Бенедикт посмотрел себе на руку и затем показал ее Каульбаху.
— Посмотрите, — сказал он, — на эту линию или скорее на эти две линии, ибо линия жизни у меня двойная, — и он показал Каульбаху ту часть руки, которую хироманты называют холмом Венеры. — Так вот, ни малейшего перерыва, который указал бы на болезнь, несчастный случай, укол булавки; я проживу сто лет, и не сказал бы того же о тех, кто ищет со мною ссоры.
— В самом деле, — улыбаясь, сказал Каульбах, — в конце вашего рекомендательного письма есть подчеркнутая приписка.
— И что же говорит эта подчеркнутая приписка?
— Она говорит о том, что вы занимаетесь оккультными науками, и еще там добавлено, что вы отдаетесь им больше, чем вашим талантам.
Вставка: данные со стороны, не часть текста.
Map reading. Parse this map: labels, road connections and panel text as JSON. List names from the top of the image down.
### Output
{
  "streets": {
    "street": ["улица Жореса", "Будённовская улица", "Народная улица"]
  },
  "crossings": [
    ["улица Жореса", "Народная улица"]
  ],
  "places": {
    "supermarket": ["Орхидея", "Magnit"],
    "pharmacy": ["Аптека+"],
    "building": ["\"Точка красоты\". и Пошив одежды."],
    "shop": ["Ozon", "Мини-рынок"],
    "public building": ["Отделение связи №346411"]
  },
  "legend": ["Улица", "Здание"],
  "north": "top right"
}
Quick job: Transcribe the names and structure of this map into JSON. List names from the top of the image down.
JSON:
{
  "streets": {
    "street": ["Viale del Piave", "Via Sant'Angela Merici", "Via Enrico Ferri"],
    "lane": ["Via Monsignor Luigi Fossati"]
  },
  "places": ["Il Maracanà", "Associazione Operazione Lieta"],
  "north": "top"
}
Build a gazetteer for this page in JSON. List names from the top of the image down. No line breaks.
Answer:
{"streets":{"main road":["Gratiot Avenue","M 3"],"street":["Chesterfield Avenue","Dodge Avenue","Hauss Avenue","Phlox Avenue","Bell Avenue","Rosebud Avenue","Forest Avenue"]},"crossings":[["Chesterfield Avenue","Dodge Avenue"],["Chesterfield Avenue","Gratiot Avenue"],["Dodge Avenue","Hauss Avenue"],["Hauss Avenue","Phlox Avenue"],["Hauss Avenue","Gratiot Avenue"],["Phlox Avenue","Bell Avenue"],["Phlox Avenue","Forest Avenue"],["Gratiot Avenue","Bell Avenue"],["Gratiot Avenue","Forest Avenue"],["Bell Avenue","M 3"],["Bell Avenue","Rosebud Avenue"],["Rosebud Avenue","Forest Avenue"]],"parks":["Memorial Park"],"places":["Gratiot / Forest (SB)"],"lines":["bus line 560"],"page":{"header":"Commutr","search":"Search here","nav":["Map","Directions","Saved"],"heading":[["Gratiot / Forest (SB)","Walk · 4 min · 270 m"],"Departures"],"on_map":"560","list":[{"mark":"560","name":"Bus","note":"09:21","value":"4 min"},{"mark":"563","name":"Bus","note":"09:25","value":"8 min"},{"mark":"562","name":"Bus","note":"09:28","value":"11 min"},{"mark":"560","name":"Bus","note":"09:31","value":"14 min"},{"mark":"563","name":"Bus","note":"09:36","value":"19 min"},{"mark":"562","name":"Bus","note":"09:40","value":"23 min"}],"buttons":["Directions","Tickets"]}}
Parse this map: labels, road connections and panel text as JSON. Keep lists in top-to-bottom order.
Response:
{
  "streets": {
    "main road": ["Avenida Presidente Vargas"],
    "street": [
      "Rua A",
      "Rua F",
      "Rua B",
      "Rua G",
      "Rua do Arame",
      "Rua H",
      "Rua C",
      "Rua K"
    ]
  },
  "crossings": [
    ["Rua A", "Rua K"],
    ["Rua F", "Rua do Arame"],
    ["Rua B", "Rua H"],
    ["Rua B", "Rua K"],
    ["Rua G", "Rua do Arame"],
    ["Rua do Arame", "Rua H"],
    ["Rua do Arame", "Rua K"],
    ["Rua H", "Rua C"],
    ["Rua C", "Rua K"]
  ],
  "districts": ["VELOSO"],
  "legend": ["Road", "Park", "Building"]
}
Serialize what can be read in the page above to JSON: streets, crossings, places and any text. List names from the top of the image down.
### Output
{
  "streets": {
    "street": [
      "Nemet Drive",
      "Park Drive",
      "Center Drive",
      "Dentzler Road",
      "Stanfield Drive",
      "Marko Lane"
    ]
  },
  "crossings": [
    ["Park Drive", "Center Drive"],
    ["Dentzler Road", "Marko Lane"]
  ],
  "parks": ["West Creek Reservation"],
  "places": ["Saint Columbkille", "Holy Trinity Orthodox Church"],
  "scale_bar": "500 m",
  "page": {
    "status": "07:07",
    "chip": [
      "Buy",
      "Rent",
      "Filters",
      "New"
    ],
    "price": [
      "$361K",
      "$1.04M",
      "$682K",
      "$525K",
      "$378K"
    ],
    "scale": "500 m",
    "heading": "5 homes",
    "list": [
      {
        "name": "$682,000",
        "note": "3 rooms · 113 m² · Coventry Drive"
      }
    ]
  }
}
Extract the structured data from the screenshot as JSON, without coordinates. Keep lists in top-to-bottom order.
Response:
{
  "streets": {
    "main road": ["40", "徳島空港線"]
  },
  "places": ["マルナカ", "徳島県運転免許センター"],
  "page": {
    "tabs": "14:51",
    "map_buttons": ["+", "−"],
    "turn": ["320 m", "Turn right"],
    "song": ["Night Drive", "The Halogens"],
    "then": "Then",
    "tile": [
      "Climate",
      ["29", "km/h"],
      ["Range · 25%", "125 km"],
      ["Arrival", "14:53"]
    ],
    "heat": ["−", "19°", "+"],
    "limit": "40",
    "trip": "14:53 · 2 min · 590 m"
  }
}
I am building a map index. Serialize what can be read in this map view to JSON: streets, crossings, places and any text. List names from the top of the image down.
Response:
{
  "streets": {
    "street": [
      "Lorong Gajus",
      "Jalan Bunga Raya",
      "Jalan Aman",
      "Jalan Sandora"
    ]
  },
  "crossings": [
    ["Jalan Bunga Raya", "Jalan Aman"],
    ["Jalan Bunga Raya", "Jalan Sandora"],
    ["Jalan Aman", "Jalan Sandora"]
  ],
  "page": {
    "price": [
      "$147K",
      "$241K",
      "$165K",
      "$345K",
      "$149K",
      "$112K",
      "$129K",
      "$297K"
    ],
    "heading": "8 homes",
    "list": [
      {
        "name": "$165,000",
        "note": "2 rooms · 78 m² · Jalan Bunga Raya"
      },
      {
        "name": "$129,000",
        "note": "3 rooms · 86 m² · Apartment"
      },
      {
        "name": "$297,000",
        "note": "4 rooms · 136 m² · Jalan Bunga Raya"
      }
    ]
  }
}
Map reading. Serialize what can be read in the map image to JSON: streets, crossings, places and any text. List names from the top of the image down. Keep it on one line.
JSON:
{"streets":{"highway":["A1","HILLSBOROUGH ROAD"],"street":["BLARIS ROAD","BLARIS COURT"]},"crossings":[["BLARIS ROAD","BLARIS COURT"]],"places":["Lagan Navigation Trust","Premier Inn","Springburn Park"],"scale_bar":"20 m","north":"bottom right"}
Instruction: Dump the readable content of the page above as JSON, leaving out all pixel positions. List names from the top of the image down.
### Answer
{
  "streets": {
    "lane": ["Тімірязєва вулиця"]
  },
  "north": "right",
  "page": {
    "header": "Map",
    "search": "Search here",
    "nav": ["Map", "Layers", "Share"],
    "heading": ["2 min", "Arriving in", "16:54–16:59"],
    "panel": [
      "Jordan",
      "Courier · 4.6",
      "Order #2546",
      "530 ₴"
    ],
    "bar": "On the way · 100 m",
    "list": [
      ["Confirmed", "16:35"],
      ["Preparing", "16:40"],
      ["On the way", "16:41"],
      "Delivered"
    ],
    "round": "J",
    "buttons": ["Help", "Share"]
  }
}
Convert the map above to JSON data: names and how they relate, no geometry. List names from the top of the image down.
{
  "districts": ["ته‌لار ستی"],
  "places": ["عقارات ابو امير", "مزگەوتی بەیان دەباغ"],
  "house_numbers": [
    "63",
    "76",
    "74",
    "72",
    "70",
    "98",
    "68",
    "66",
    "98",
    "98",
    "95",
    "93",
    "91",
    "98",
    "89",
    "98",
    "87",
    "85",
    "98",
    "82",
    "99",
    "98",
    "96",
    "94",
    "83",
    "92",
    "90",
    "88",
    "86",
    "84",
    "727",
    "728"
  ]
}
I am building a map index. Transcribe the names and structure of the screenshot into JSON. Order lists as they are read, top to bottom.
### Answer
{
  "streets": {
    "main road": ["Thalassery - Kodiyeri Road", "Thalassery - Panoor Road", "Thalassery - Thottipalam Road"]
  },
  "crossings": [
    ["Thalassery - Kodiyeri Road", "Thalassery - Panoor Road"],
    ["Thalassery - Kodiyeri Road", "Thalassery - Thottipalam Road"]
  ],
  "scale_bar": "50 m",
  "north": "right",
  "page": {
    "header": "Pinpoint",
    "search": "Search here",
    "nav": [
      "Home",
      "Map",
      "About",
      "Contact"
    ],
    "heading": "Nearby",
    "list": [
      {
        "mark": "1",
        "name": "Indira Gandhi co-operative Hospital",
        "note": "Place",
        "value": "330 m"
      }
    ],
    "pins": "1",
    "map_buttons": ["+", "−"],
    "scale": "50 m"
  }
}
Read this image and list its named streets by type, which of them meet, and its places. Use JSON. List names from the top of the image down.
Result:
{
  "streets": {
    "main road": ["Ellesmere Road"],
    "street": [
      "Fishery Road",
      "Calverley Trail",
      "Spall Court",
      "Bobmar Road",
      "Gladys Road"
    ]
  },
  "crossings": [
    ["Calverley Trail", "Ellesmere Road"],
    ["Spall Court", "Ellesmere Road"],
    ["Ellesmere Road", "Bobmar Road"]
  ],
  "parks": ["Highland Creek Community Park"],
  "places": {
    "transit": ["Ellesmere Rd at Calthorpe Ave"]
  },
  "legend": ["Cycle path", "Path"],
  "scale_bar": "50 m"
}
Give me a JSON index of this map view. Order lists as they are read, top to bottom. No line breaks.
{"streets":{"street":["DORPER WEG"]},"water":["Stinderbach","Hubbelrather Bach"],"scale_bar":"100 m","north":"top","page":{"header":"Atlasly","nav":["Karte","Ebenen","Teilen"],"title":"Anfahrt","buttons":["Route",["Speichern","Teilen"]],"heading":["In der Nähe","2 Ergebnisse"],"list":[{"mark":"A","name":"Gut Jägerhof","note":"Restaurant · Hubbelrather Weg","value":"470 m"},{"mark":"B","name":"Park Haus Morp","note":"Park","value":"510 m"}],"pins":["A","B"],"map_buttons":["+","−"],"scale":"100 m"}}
— По правде говоря, дорогой великий мастер, меня не очень-то занимает ни то ни другое. Я человек темперамента и впечатления. Что-то меня захватит — и я это изучаю. Если я на этом пути встречаюсь с истиной — преследую ее со страстным увлечением. Я усмотрел науку в хиромантии и отдался ей. Занятия этой наукой дали мне результаты, и я продолжил их изучение. И вот, читая по руке, я думаю, что, как и оба мои учителя, д'Арпантиньи, создатель этого искусства, и Дебароль, его продолжатель, могу с помощью руки приподнять уголок завесы будущего. Рука — это книга, где записана судьба, и не только прошлое, но и будущее. Ах! Если бы я смог подержать лишь несколько минут руку прусского короля или же руку господина фон Бёзеверка, я бы непременно рассказал вам о том, что произойдет в Германии.
— А пока. — сказал Каульбах, — если у нас возникнет какая-нибудь история после нашей отчаянной выходки Берлине, с вами ничего не случился?
— Совершенно ничего.
— От не его сердца желаю вам этого…
— Но весь этот вздор отвлек нас от темы нашего интересного разговора. Я говорил о вас, о том, что вы сделали. А я ведь знаю все, что вы сделали.
— Все?
— Или почти все.
— Спорю, что вы не знаете моей лучшей картины.
— «Император Отгон, посещающий могилу Карла Великого»?